Asım, Bağdatlı...
1803 yılında Bağdat'ta doğan Asım'ın asıl adı, Abdülaziz Asım Efendi'dir.
Bağdat A'zamiyye Medresesi müderrislerinden Seyyid Mehmed Vesim Efendi'nin oğludur.
Babasının görev yaptığı medresede babasından Fenari'ye kadar okudu. Babasının vefatı üzerine müderris tayin olunan Mehmed Kasım Şarzuri'den ders alarak tahsilini tamamladı.
1827 yılında Bağdat Mevlevihane Cami'i imamet ve hitabeti görevine atandı. 1845 yılında bu görevine ilaveten adı geçen cami-i şerif medresesi müderrisliğine tayin edildi.
Haftada üç gün Bağdat Hükümet Da'iresi'nde Arapça, Farsça,
Türkçe, lisanlarında tercümanlık yapardı.
1877 yılında oğlu Ali Haydar Efendi ile birlikte İstanbul'a geldi.

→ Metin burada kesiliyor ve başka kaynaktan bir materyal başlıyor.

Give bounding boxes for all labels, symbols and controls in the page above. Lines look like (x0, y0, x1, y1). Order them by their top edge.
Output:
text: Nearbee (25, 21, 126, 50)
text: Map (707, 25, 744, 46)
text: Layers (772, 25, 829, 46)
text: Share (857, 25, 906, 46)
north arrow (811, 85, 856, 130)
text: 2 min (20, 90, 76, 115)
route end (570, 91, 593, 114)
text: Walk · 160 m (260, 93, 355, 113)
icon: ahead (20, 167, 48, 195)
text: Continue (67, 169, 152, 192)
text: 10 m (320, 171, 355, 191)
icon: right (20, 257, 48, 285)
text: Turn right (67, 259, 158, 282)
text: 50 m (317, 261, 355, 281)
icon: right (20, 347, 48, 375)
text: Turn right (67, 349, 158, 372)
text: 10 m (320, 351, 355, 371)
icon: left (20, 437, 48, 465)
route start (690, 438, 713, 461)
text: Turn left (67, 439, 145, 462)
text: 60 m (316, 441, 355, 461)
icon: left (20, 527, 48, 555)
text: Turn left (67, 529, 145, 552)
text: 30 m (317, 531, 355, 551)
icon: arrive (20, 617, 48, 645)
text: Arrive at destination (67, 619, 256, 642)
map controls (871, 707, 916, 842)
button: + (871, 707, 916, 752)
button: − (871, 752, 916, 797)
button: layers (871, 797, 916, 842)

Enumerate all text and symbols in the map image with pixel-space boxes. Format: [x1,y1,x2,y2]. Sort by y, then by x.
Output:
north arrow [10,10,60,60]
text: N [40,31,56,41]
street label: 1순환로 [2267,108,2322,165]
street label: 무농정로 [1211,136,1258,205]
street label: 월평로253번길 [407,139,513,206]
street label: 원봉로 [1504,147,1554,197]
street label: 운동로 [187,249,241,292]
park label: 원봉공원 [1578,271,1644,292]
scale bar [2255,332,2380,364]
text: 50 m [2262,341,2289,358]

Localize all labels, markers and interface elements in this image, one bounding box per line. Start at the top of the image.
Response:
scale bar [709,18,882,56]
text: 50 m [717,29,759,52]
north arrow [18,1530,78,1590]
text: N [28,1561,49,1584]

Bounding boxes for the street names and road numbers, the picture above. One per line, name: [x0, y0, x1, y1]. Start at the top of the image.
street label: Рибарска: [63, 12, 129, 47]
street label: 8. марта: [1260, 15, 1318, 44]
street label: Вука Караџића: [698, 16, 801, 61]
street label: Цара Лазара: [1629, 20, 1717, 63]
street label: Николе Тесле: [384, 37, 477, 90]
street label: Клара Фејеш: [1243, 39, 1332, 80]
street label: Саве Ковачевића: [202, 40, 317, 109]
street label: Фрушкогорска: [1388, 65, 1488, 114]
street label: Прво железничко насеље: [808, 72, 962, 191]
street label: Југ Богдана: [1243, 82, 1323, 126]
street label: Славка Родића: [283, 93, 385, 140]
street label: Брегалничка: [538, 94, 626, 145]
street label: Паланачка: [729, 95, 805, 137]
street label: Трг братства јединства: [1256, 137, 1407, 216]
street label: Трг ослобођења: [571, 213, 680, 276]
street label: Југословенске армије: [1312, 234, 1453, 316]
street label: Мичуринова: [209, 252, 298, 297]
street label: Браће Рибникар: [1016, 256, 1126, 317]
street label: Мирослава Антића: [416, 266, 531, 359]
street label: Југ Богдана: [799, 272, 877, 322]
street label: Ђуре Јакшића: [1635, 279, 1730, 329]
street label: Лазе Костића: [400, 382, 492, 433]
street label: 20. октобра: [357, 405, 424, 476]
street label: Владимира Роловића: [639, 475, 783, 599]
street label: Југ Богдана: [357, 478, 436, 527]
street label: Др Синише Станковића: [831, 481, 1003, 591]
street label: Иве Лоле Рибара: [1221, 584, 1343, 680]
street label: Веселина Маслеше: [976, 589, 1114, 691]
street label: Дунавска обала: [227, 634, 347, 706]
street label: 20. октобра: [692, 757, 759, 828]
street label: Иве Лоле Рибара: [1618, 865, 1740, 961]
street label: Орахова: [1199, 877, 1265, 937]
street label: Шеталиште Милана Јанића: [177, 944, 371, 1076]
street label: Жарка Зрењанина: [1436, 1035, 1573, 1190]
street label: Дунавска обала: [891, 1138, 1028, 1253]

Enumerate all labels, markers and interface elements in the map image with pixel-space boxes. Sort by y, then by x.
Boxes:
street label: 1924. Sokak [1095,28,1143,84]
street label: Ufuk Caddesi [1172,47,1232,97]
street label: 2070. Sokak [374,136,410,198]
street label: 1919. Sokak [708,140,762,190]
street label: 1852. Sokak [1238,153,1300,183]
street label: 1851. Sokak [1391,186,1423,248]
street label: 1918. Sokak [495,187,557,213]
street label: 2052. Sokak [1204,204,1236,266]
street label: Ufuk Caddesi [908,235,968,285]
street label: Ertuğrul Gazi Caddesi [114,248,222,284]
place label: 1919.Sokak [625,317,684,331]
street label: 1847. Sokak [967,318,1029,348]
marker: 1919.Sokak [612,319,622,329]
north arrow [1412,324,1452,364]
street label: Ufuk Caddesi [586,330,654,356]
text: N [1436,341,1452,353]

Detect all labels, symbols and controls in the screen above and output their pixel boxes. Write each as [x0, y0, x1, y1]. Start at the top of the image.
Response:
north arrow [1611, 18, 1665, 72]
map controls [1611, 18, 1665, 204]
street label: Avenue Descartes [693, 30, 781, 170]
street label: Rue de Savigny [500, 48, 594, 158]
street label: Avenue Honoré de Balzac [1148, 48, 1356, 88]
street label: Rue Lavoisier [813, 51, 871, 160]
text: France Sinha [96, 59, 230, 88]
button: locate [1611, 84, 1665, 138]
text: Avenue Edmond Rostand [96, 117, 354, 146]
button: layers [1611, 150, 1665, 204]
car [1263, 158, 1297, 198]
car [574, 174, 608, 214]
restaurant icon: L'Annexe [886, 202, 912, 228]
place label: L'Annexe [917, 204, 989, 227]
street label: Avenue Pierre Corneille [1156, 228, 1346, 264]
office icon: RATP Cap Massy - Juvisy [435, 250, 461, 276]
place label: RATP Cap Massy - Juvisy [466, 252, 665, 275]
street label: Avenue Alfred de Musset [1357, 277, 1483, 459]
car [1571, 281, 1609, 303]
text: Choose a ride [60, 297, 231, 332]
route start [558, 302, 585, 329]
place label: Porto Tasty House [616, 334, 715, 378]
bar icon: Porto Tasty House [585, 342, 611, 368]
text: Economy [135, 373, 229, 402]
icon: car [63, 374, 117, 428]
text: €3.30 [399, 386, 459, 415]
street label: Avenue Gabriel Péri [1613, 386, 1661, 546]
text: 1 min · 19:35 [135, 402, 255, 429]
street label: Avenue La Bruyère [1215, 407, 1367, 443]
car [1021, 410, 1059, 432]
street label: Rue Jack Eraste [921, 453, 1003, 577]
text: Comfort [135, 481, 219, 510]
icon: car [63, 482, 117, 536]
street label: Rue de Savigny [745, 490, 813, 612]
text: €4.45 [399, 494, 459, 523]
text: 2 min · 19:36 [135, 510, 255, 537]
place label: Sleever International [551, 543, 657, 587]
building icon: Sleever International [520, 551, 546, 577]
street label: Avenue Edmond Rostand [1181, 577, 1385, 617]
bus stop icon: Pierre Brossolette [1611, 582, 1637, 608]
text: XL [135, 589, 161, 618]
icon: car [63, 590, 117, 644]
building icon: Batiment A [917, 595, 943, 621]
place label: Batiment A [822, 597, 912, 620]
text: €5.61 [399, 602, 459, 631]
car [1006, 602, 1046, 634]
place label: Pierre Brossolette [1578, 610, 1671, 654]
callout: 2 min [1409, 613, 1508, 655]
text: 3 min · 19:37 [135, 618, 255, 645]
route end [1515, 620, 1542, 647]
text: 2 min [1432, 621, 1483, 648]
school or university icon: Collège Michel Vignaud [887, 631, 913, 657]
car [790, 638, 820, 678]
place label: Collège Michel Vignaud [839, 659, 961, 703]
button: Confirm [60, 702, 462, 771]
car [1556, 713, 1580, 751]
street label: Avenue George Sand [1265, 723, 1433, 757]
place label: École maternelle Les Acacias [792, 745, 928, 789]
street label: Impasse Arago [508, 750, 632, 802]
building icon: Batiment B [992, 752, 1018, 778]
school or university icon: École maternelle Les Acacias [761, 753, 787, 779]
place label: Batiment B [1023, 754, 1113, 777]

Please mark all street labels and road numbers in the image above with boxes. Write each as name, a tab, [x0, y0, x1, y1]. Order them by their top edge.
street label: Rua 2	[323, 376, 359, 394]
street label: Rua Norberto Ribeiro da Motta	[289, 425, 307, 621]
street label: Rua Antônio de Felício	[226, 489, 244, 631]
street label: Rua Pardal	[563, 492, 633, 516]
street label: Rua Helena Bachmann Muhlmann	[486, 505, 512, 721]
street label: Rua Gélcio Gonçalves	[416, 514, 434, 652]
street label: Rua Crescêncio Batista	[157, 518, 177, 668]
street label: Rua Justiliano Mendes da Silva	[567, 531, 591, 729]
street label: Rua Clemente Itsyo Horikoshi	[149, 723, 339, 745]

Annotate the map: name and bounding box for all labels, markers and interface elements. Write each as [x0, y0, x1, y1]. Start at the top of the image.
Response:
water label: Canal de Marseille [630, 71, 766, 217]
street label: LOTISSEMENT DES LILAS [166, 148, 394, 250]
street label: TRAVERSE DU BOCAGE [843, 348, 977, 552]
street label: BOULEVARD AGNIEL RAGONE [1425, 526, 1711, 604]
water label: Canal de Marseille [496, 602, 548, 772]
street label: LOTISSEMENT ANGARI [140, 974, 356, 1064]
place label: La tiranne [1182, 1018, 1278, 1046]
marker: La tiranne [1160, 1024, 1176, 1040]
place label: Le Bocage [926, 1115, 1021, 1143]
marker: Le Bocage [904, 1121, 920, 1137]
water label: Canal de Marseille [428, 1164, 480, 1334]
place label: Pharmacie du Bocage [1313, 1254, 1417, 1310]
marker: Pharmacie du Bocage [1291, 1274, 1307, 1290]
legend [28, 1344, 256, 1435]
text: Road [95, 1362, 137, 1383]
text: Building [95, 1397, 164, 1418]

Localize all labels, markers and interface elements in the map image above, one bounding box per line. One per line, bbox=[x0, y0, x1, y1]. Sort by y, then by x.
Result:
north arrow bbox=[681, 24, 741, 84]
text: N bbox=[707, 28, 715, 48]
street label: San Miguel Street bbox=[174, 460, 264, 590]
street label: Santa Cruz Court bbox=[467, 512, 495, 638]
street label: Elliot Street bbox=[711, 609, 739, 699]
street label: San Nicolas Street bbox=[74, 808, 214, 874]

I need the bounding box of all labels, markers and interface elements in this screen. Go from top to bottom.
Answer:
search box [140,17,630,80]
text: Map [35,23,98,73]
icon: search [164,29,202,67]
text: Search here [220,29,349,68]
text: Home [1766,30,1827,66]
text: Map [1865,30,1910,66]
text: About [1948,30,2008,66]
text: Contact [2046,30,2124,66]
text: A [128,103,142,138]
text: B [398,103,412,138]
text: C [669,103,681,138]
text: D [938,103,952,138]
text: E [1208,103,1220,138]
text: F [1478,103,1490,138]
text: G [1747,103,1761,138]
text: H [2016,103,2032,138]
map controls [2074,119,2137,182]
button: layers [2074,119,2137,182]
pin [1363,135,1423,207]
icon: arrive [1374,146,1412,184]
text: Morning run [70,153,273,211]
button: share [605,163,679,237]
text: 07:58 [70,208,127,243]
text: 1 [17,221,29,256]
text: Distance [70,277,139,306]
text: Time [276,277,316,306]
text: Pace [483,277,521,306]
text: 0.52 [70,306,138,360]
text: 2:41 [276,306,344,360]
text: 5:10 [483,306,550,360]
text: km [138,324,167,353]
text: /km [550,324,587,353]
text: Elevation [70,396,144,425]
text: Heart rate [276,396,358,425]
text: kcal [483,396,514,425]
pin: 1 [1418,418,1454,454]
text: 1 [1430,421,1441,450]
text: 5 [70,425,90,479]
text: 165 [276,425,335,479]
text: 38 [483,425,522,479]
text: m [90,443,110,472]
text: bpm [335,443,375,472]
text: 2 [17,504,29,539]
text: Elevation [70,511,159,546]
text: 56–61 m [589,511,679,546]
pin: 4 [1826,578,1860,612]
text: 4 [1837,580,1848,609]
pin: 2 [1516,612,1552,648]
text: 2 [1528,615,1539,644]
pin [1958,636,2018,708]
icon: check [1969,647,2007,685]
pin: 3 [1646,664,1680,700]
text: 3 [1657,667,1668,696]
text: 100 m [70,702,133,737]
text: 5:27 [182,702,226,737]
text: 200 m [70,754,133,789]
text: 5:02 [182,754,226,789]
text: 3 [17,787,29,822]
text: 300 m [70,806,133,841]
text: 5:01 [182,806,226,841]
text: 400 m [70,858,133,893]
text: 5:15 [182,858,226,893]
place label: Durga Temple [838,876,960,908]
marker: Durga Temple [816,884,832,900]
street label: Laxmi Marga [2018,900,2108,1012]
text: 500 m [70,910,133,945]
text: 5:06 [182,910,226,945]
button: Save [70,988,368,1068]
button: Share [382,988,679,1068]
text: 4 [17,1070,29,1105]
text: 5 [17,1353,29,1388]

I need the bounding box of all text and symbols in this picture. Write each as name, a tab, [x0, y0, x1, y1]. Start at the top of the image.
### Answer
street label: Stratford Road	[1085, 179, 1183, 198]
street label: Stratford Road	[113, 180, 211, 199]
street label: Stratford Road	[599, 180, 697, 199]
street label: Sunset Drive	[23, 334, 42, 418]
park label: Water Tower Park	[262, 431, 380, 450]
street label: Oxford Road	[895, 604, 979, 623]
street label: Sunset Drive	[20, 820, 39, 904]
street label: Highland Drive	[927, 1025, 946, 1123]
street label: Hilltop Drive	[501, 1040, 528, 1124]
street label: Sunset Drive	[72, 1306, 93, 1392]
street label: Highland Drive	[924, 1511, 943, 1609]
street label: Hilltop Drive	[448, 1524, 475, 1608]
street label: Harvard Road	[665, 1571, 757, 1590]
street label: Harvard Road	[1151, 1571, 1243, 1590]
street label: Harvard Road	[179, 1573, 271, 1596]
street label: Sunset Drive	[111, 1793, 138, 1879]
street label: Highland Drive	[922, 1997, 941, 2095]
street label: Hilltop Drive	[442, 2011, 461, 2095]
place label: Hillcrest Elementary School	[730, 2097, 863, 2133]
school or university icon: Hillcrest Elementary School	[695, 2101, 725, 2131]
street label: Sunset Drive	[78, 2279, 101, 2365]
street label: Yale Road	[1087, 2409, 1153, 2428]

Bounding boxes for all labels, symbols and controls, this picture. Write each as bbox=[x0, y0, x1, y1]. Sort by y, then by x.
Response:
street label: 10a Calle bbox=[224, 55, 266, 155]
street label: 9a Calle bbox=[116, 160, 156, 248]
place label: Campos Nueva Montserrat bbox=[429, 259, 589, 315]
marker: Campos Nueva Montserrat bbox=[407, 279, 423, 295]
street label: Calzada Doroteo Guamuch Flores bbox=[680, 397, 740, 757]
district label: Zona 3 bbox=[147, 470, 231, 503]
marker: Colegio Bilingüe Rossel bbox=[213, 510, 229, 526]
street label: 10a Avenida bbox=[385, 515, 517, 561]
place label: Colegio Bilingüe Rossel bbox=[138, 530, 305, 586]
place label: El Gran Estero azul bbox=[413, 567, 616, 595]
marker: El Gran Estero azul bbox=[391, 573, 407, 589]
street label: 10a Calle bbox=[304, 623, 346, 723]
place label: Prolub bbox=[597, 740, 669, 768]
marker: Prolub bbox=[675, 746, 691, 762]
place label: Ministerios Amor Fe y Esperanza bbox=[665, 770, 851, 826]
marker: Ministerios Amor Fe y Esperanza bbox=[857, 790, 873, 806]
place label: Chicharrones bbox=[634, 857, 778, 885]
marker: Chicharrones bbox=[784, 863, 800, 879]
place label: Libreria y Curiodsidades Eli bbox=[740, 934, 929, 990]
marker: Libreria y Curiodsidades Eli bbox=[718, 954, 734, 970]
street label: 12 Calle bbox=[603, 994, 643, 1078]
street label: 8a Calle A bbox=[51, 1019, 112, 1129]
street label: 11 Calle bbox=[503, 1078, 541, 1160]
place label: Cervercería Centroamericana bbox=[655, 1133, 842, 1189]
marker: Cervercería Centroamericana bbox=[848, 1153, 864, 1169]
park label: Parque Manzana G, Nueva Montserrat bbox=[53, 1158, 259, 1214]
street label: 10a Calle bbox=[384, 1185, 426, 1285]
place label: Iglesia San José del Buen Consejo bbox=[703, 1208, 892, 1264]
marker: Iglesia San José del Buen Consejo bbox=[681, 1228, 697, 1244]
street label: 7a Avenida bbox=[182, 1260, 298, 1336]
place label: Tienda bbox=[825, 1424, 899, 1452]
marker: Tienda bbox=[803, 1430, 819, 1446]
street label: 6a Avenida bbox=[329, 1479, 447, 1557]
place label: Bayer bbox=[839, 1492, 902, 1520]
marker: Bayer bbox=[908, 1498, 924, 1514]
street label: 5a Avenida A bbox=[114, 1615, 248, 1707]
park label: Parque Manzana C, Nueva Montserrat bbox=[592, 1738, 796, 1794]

Şehzadebaşı'nda Emin Nureddin Mahallesi'nde ikamet etti.
1882'de mevali sınıfına geçtiğini bir kıt'asında söylemektedir.
Ali Haydar Efendi adlı bir oğlu ve Üsküdar Valide-i Atik Cami-i Şerifi imamlığını yapan Bahaeddin Efendi adlı bir torunu vardır.
Asım, 1887'de İstanbul'da vefat etti ve Fatih Türbesi haziresine defnedildi.
Asım'ın bilinen tek eseri Divan'ıdır.
Divan'da Türkçe, Arapça ve Farsça şiirler bulunmaktadır.
Abdulkadir Geylani, Ahmed Rifa'i, Hasan Şazeli, Hacı Bektaş-ı Veli gibi büyük mutasavvıflar için yazdığı medhiyelerin yanında Mustafa Reşid Paşa,
Akif Paşa, Sami Paşa, Münif Paşa, Sa'id Paşa gibi devlet büyüklerine yazdığı kasideleri ve tarih manzumeleri de vardır.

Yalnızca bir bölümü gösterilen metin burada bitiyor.